(INPUT DATA)
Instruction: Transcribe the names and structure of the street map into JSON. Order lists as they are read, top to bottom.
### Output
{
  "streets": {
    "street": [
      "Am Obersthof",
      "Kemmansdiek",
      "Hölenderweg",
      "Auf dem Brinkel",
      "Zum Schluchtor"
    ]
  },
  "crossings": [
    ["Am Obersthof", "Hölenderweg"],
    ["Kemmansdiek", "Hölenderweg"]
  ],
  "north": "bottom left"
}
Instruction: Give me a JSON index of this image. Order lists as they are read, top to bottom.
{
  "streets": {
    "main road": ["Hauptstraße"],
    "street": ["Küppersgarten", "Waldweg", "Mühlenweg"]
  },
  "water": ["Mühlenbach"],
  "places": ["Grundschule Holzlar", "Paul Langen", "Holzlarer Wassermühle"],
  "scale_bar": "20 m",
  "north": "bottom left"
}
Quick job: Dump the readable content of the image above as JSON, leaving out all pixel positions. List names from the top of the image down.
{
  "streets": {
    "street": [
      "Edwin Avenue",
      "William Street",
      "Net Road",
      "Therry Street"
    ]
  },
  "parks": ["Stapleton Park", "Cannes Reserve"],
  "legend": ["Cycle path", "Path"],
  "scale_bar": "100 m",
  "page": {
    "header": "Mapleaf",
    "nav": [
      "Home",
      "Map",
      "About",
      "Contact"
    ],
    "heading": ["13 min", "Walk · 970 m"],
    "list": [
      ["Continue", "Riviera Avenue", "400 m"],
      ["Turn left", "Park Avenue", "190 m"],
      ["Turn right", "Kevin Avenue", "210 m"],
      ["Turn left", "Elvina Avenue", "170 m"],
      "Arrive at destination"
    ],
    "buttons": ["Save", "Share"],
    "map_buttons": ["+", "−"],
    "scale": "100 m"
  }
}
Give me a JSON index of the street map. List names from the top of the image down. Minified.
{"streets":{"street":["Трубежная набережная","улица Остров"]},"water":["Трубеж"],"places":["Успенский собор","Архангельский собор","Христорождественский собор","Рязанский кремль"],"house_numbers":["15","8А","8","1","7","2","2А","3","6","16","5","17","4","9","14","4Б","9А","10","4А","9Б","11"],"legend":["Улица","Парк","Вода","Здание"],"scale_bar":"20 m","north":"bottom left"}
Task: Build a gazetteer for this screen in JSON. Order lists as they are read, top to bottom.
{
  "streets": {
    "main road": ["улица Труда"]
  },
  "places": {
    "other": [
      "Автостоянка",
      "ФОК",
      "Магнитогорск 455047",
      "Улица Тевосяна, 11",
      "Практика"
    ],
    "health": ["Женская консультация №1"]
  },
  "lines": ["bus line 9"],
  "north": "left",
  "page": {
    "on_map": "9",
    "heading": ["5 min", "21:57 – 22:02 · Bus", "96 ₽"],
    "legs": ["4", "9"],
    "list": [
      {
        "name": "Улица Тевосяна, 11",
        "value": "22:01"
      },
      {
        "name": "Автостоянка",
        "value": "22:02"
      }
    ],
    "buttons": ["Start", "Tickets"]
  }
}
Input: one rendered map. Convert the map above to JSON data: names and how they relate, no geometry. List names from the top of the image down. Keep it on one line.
(End INPUT DATA)
THE PROBLEM -
Nothing but the full listing, copied exactly, belongs in the answer.

EXPECTED ANSWER -
Instruction: Transcribe the names and structure of the street map into JSON. Order lists as they are read, top to bottom.
### Output
{
  "streets": {
    "street": [
      "Am Obersthof",
      "Kemmansdiek",
      "Hölenderweg",
      "Auf dem Brinkel",
      "Zum Schluchtor"
    ]
  },
  "crossings": [
    ["Am Obersthof", "Hölenderweg"],
    ["Kemmansdiek", "Hölenderweg"]
  ],
  "north": "bottom left"
}
Instruction: Give me a JSON index of this image. Order lists as they are read, top to bottom.
{
  "streets": {
    "main road": ["Hauptstraße"],
    "street": ["Küppersgarten", "Waldweg", "Mühlenweg"]
  },
  "water": ["Mühlenbach"],
  "places": ["Grundschule Holzlar", "Paul Langen", "Holzlarer Wassermühle"],
  "scale_bar": "20 m",
  "north": "bottom left"
}
Quick job: Dump the readable content of the image above as JSON, leaving out all pixel positions. List names from the top of the image down.
{
  "streets": {
    "street": [
      "Edwin Avenue",
      "William Street",
      "Net Road",
      "Therry Street"
    ]
  },
  "parks": ["Stapleton Park", "Cannes Reserve"],
  "legend": ["Cycle path", "Path"],
  "scale_bar": "100 m",
  "page": {
    "header": "Mapleaf",
    "nav": [
      "Home",
      "Map",
      "About",
      "Contact"
    ],
    "heading": ["13 min", "Walk · 970 m"],
    "list": [
      ["Continue", "Riviera Avenue", "400 m"],
      ["Turn left", "Park Avenue", "190 m"],
      ["Turn right", "Kevin Avenue", "210 m"],
      ["Turn left", "Elvina Avenue", "170 m"],
      "Arrive at destination"
    ],
    "buttons": ["Save", "Share"],
    "map_buttons": ["+", "−"],
    "scale": "100 m"
  }
}
Give me a JSON index of the street map. List names from the top of the image down. Minified.
{"streets":{"street":["Трубежная набережная","улица Остров"]},"water":["Трубеж"],"places":["Успенский собор","Архангельский собор","Христорождественский собор","Рязанский кремль"],"house_numbers":["15","8А","8","1","7","2","2А","3","6","16","5","17","4","9","14","4Б","9А","10","4А","9Б","11"],"legend":["Улица","Парк","Вода","Здание"],"scale_bar":"20 m","north":"bottom left"}
Task: Build a gazetteer for this screen in JSON. Order lists as they are read, top to bottom.
{
  "streets": {
    "main road": ["улица Труда"]
  },
  "places": {
    "other": [
      "Автостоянка",
      "ФОК",
      "Магнитогорск 455047",
      "Улица Тевосяна, 11",
      "Практика"
    ],
    "health": ["Женская консультация №1"]
  },
  "lines": ["bus line 9"],
  "north": "left",
  "page": {
    "on_map": "9",
    "heading": ["5 min", "21:57 – 22:02 · Bus", "96 ₽"],
    "legs": ["4", "9"],
    "list": [
      {
        "name": "Улица Тевосяна, 11",
        "value": "22:01"
      },
      {
        "name": "Автостоянка",
        "value": "22:02"
      }
    ],
    "buttons": ["Start", "Tickets"]
  }
}
Input: one rendered map. Convert the map above to JSON data: names and how they relate, no geometry. List names from the top of the image down. Keep it on one line.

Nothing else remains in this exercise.